Schuster antwortet wie aus dem Euter geschossen: „Borwien Bandelow aus Westerstede hat die Ostfriesenwitze erfunden.“

Wer war Borwien Bandelow? Borwien Bandelow war Gymnasiast der Westersteder Schulanstalten. Als Redakteur einer dortigen unbedeutenden Schülerzeitung machte er sich den Jahrhunderte alten Hass zwischen Ostfriesen und Oldenburgern zu Nutze. Grund des Hasses: 1517 war Maria von Jever dem Grafen von Ostfriesland, Enno II., versprochen. Gut, der Mann war Alkoholiker, schlief sich durch alle Betten, intrigierte, meuchelte, paktierte mit Seeräubern. Jeder macht Fehler. Kurzum, Enno tat vieles, was er nicht hätte tun sollen. Die Jeveranerin Maria heiratete er jedenfalls nicht.
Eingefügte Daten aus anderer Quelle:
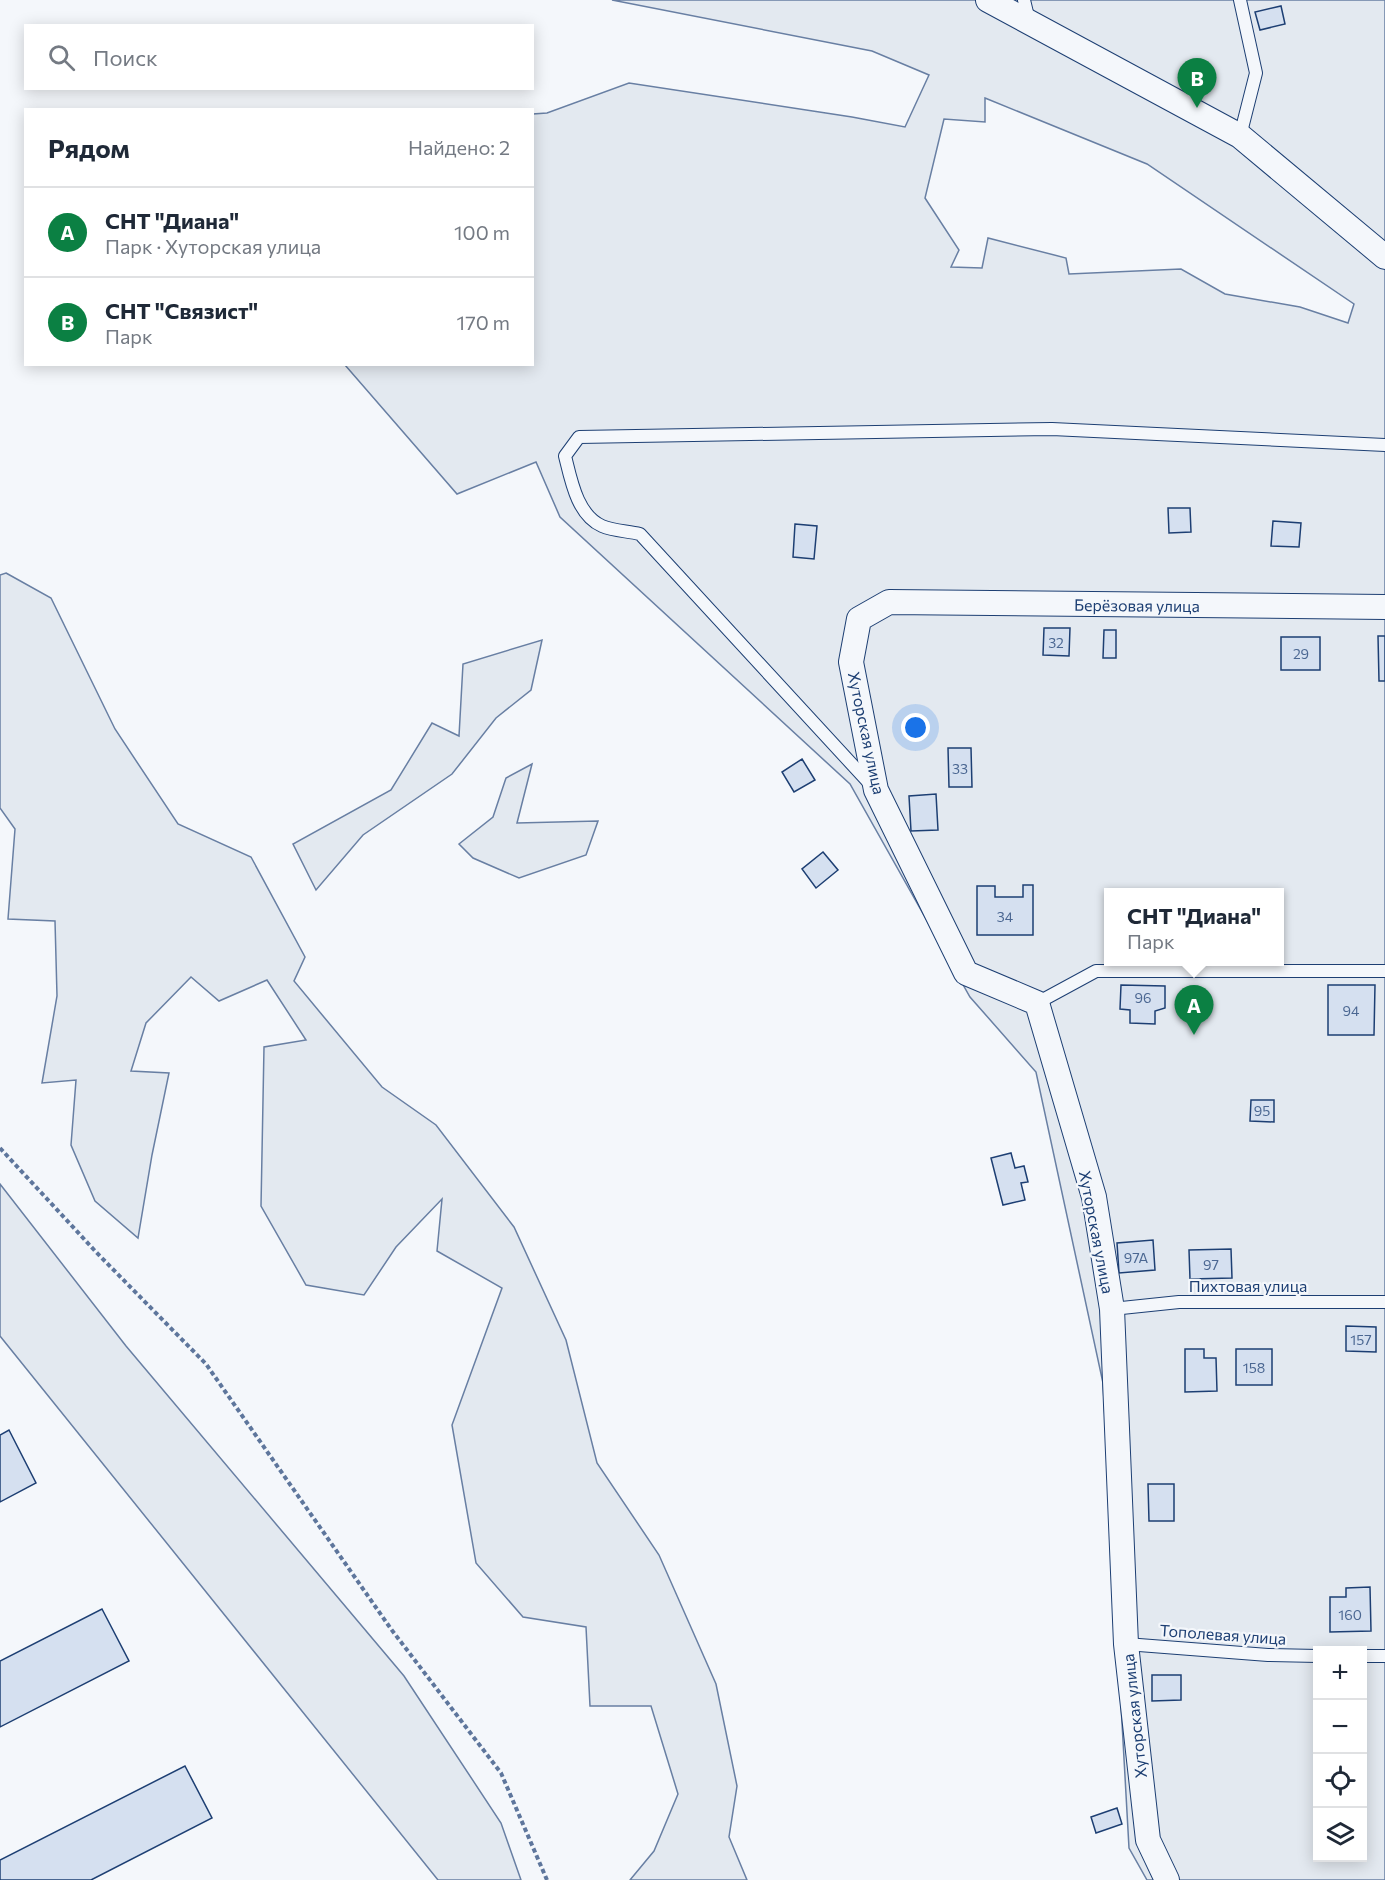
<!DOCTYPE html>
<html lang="ru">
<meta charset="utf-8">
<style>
body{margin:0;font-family:Commissioner,sans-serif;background:#f2f2f3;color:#1f2937}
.controls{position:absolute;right:18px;bottom:18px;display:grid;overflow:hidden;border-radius:0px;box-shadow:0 3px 15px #0003}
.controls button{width:54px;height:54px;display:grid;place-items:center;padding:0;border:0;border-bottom:2px solid #e0e1e3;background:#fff;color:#1f2937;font:30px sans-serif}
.you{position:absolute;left:916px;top:728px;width:21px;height:21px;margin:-15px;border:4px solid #fff;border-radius:50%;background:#1a73e8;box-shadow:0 0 0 9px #1a73e833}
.badge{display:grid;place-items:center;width:39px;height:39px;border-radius:50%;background:#0b8043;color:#fff;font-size:20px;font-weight:700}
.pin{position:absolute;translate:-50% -50px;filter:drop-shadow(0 2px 3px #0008)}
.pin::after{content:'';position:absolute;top:32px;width:21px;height:18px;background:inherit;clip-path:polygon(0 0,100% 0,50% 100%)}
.popup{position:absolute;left:1104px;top:888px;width:180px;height:78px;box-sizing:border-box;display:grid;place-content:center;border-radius:0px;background:#fff;filter:drop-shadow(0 2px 4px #0005);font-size:20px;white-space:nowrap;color:#747a83}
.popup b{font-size:22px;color:#1f2937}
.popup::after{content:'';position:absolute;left:50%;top:100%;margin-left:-12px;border:12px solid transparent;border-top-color:#fff}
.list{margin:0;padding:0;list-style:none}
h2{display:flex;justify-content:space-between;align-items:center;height:78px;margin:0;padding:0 24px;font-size:26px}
h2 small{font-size:20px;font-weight:400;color:#747a83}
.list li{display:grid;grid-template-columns:39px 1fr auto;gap:18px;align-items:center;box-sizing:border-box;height:90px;padding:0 24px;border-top:2px solid #e0e1e3}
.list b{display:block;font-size:22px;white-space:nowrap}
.list p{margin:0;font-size:20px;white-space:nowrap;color:#747a83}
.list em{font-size:20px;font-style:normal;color:#747a83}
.icon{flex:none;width:33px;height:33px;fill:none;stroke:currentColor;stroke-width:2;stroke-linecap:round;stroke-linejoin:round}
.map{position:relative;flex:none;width:1385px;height:1880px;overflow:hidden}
.search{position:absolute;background:#fff;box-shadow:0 3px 15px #0003;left:24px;top:24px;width:510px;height:66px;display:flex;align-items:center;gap:15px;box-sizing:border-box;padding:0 21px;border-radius:0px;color:#747a83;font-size:22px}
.panel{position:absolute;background:#fff;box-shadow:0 3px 15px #0003;left:24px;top:108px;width:510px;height:258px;border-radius:0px}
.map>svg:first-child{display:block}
</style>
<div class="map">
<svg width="1385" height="1880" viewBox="0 0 1385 1880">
<rect width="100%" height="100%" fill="#f4f7fb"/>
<!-- green -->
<g fill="#e3e9f0" stroke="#687fa3" stroke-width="1.5" fill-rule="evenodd">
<path d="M 612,0 L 1385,0 L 1385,1880 L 1147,1880 L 1129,1848 L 1103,1383 L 1036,1072 L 970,997 L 850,784 L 560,517 L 536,462 L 457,494 L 345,365 L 532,364 L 533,114 L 547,113 L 629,83 L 852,117 L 905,127 L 929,75 L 872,51 ZM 985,98 L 1147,164 L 1354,304 L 1348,323 L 1300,307 L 1225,294 L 1181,269 L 1069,274 L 1066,258 L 988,238 L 982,268 L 951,267 L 959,250 L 925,198 L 944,119 L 985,122 ZM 1108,892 L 1280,892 L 1280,962 L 1108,962 ZM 1318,1650 L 1362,1650 L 1362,1858 L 1318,1858 Z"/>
<path d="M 6,573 L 51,598 L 115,729 L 178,824 L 251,857 L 305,957 L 294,981 L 382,1087 L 436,1125 L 514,1227 L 566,1340 L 597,1463 L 659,1555 L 716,1684 L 737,1786 L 729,1837 L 747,1880 L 630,1880 L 654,1851 L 678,1794 L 651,1706 L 590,1706 L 586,1627 L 523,1617 L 476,1563 L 452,1425 L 502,1288 L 437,1251 L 442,1199 L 396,1247 L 364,1295 L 306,1285 L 261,1206 L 264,1047 L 306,1040 L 267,980 L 219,1001 L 191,977 L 146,1023 L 131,1071 L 169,1073 L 152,1155 L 138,1238 L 95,1201 L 71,1145 L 76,1080 L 42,1083 L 57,996 L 55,921 L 8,919 L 15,829 L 0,808 L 0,575 Z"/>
<path d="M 542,640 L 531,690 L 496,718 L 452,774 L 363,835 L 316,890 L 293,844 L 391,790 L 432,723 L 459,736 L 463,664 Z"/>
<path d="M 532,764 L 517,823 L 598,821 L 586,855 L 519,878 L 473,858 L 459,844 L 493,817 L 506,778 Z"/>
<path d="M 0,1184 L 126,1346 L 404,1676 L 501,1823 L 521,1880 L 438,1880 L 0,1336 Z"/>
</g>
<!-- building -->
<g fill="#d5e0f0" stroke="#1d3f73" stroke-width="1.5">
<path d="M 1281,6 L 1285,24 L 1260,30 L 1255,12 Z"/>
<path d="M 1168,508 L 1190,508 L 1191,532 L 1169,533 Z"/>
<path d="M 1273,521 L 1301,523 L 1299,547 L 1271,546 Z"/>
<path d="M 795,524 L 817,526 L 814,559 L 793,557 Z"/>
<path d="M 1044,628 L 1070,628 L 1069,656 L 1043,655 Z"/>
<path d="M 1104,630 L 1116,630 L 1116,658 L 1103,658 Z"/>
<path d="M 1378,636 L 1385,636 L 1385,681 L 1379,681 Z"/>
<rect x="1281" y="637" width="39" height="33"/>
<path d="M 948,748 L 971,748 L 972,787 L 949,787 Z"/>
<path d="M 802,759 L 815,780 L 794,792 L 782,772 Z"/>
<path d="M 936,794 L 938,830 L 911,831 L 909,796 Z"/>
<path d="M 823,852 L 838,870 L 816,888 L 802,869 Z"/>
<path d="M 1023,885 L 1033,885 L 1033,935 L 977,935 L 977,886 L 995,886 L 995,897 L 1023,897 Z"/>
<path d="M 1121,985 L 1165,986 L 1165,1008 L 1155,1011 L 1155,1024 L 1130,1023 L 1130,1010 L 1120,1009 Z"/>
<path d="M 1328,985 L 1375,985 L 1374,1035 L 1328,1035 Z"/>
<path d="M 1251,1100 L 1274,1100 L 1274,1122 L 1250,1121 Z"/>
<path d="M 1011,1153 L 1015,1168 L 1024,1166 L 1028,1182 L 1021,1183 L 1025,1200 L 1003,1205 L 991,1158 Z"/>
<path d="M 1153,1240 L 1155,1270 L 1119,1273 L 1117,1243 Z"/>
<path d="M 1231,1249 L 1232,1278 L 1190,1279 L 1189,1250 Z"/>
<path d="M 1346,1326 L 1376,1327 L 1376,1352 L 1346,1351 Z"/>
<path d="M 1185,1349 L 1204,1349 L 1204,1358 L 1216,1358 L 1217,1391 L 1185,1392 Z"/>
<rect x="1236" y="1349" width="36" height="36"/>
<path d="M 9,1430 L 36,1483 L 0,1502 L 0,1435 Z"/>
<path d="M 1148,1484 L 1174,1484 L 1174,1521 L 1149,1521 Z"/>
<path d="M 1370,1587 L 1371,1631 L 1330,1632 L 1330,1597 L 1346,1597 L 1346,1588 Z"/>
<path d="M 102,1609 L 129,1661 L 0,1727 L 0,1661 Z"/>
<path d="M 1152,1675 L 1181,1675 L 1181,1700 L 1152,1701 Z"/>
<path d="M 185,1766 L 212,1818 L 91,1880 L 0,1880 L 0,1860 Z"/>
<path d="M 1117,1808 L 1122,1824 L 1096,1833 L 1091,1817 Z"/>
</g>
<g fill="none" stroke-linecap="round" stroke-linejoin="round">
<!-- service casing -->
<g stroke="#1d3f73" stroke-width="14">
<g id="service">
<path d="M 1024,0 L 1029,21"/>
<path d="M 1240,0 L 1256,73 L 1240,136"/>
<path d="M 871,785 L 640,534 C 628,531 613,531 602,526 C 577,515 571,480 565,456 L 579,437 L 1052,429 L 1385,445"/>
<path d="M 1037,1003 L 1096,971 L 1385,971"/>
<path d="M 1112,1309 L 1179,1302 L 1385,1302"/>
<path d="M 1126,1644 L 1268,1655 L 1318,1656"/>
<path d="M 1362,1656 L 1385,1656"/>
</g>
</g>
<!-- minor casing -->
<g stroke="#1d3f73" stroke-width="26">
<g id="minor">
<path d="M 988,0 L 1240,136 L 1385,257"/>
<path id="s1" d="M 1167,1880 L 1148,1840 L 1126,1644 L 1112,1309 L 1094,1197 L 1037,1003 L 966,973 L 876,790 L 851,662 L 859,619 L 889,602 L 1385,607"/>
</g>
</g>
<!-- path -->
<path stroke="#5e769c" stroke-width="4" stroke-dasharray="4.5 3" stroke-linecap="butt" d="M 0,1148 L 96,1252 L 206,1364 L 391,1629 L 501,1773 L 547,1880"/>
<!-- service -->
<use href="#service" stroke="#f4f7fb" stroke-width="12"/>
<!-- minor -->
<use href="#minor" stroke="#f4f7fb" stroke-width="24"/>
</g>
<g text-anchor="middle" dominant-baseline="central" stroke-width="4.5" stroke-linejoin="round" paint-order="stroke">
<!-- number labels -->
<g font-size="14" fill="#4b6792">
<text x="1056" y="642">32</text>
<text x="1301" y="653">29</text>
<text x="960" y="768">33</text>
<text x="1005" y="916">34</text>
<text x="1143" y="997">96</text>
<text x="1351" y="1010">94</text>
<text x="1262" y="1110">95</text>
<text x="1136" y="1257">97А</text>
<text x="1211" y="1264">97</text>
<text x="1361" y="1339">157</text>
<text x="1254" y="1367">158</text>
<text x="1350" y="1614">160</text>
</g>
<!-- street labels -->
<g font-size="16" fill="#1d3f73" stroke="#f4f7fb">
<text stroke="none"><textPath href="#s1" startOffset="1630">Берёзовая улица</textPath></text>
<text transform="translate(867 733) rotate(78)">Хуторская улица</text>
<text transform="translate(1097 1232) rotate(79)">Хуторская улица</text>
<text x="1248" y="1285">Пихтовая улица</text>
<text transform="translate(1223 1634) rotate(4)">Тополевая улица</text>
<text transform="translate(1134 1716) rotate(-96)">Хуторская улица</text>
</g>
</g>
</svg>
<div class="controls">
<button>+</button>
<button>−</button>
<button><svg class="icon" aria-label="locate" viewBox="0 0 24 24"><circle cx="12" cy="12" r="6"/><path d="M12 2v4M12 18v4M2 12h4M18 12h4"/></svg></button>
<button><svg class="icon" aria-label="layers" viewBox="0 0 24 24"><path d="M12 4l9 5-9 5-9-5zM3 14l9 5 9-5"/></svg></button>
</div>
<div class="you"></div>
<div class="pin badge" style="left:1194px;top:1035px">A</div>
<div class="popup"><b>СНТ &quot;Диана&quot;</b>Парк</div>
<div class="pin badge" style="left:1197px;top:108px">B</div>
<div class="search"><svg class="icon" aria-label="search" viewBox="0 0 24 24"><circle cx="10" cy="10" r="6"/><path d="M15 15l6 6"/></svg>Поиск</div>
<section class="panel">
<h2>Рядом<small>Найдено: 2</small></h2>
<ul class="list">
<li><span class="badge">A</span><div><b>СНТ &quot;Диана&quot;</b><p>Парк · Хуторская улица</p></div><em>100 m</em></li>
<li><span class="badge">B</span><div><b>СНТ &quot;Связист&quot;</b><p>Парк</p></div><em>170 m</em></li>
</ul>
</section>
</div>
Die geistert der Legende nach noch heute durch ihr Schloss. Nicht aus Liebeskummer. Aus Rache!! Zuerst nahm sie sich einen Geliebten. Mit dem hatte sie viele Kinder. Die eigentliche Qualität des Herren aber bestand darin, Ostfriesen zu verhauen. Nach ihrem Tod vermachte Maria die kleine Stadt Jever, die eigentlich zu Ostfriesland gehörte, den Oldenburger Grafen. Die ostfriesische Version von Montezumas Rache.

Es ist absurd, aber wahr: Wangerooge ist eine ostfriesische Insel, aber hüten Sie sich einen Wangerooger mit „Hallo Ostfriese“ zu begrüßen. Das schadet ihrer Gesundheit. Die Insel gehört seit Maria zu Oldenburg.

Doch zurück zu Borwien Bandelow. In der Eigenschaft als Redakteur, besser: oldenburgischer Redakteur schrieb er unserer kleinen aber liebenswerten ostfriesischen Minderheit Schmäh an den Hals. In Oldenburg kasernierte Soldaten (!!!) und außerostfriesische Medien griffen die Schülerwitze auf: Wann merkt man, dass man in Ostfriesland ist? Wenn die Kühe schöner werden als die Frauen. Um den Sexismus auf die Spitze zu treiben: Warum schnappen ostfriesische Männer so gerne nach Fliegen? Damit sie einmal das Gefühl spüren, wenigstens etwas Gehirn im Leib zu haben.

Bitte, immerhin gründen sich andere Kulturkreise auf Esel, siehe Bremen (Bremer Stadtmusikanten, an erster Stelle stand ein Esel). Das Fernsehen berichtete damals. Die sogenannten Ostfriesenwitze waren geboren.

Während Ostfriesen gar nicht wissen, wo dieses Oldenburg überhaupt steht, werden sie seitdem von dort beschimpft und gedemütigt. Ostfriesen seien die Neandertaler der Bundesrepublik, schrieb 1971 sogar die Donauer Zeitung. Und das ist nun wirklich das Letzte: Bayern, die sich ein Urteil anmaßen über Ostfriesen!PS: Ein Missverständnis ist aufzuklären. Ostfriesische Polizeifahrzeuge haben zwei Löcher im Dach. Flegel behaupten, die Fahrer der Autos würden bei Alarm den Kopf aus dem einen Loch stecken und rufen: Lalü La La. Aus dem anderen Loch riefe dann der Beifahrer: Blaulicht, Blaulicht. Richtig ist: Der Ausruf Blaulicht ist in Ostfriesland unbekannt. Die Beifahrer rufen: Blinkfüür, Blinkfüür!